*** SUPPLIED MATERIAL ***
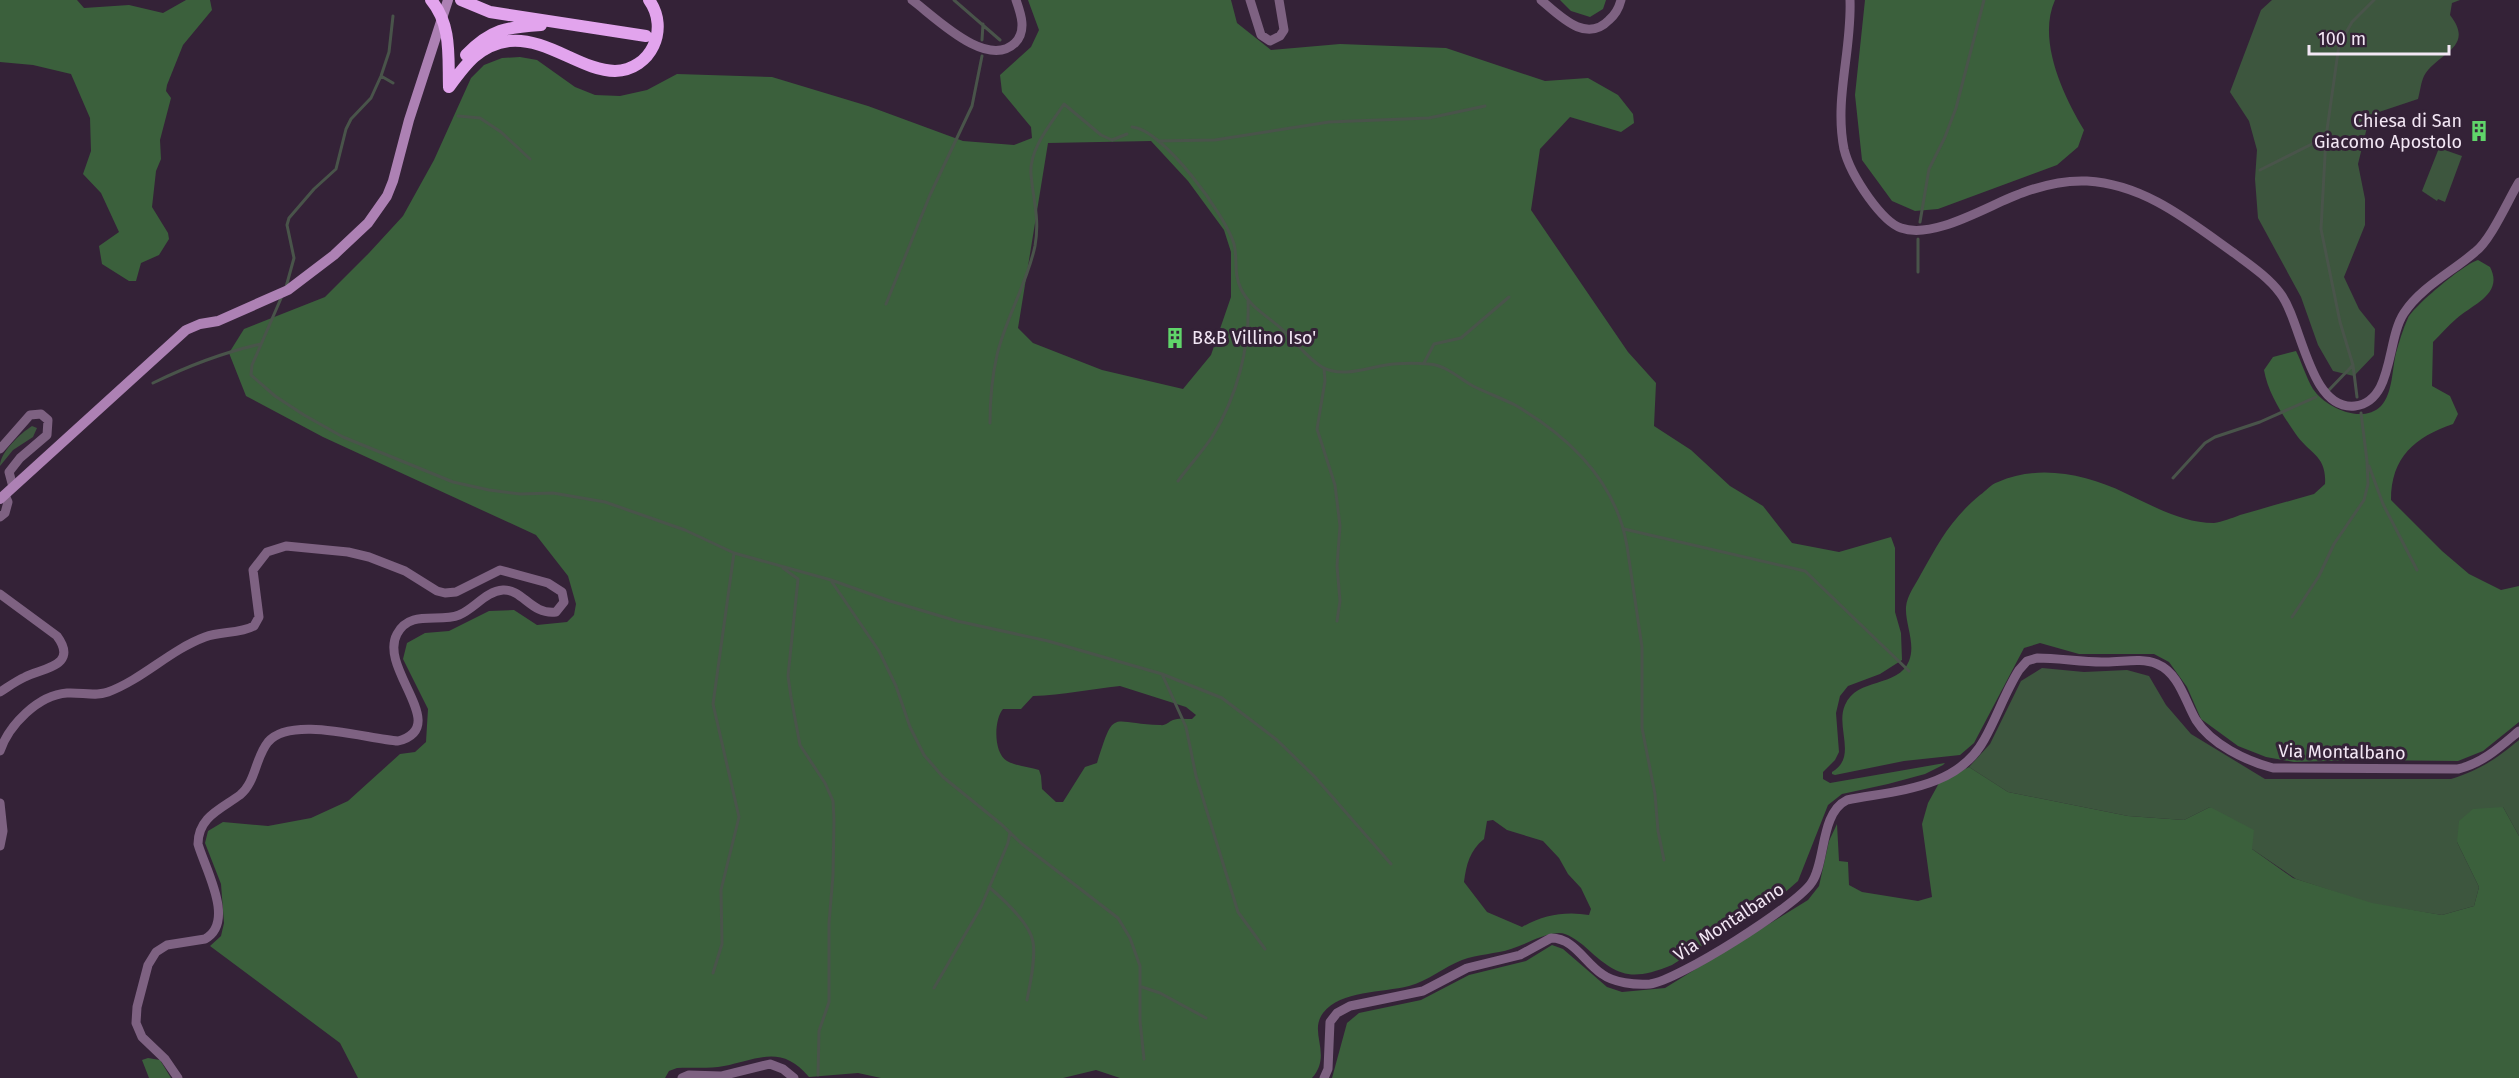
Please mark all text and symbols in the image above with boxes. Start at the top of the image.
scale bar [2309,18,2448,56]
text: 100 m [2318,28,2366,50]
place label: Chiesa di San Giacomo Apostolo [2314,110,2462,153]
building icon: Chiesa di San Giacomo Apostolo [2467,119,2491,143]
building icon: B&B Villino Iso' [1163,326,1187,350]
place label: B&B Villino Iso' [1192,327,1316,349]
street label: Via Montalbano [2278,740,2406,764]
street label: Via Montalbano [1670,878,1788,966]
*** End of SUPPLIED MATERIAL ***
The answer must be an exact copy of the records above, with the pictures left out.

Please mark all text and symbols in the image above with boxes. Start at the top of the image.
scale bar [2309,18,2448,56]
text: 100 m [2318,28,2366,50]
place label: Chiesa di San Giacomo Apostolo [2314,110,2462,153]
building icon: Chiesa di San Giacomo Apostolo [2467,119,2491,143]
building icon: B&B Villino Iso' [1163,326,1187,350]
place label: B&B Villino Iso' [1192,327,1316,349]
street label: Via Montalbano [2278,740,2406,764]
street label: Via Montalbano [1670,878,1788,966]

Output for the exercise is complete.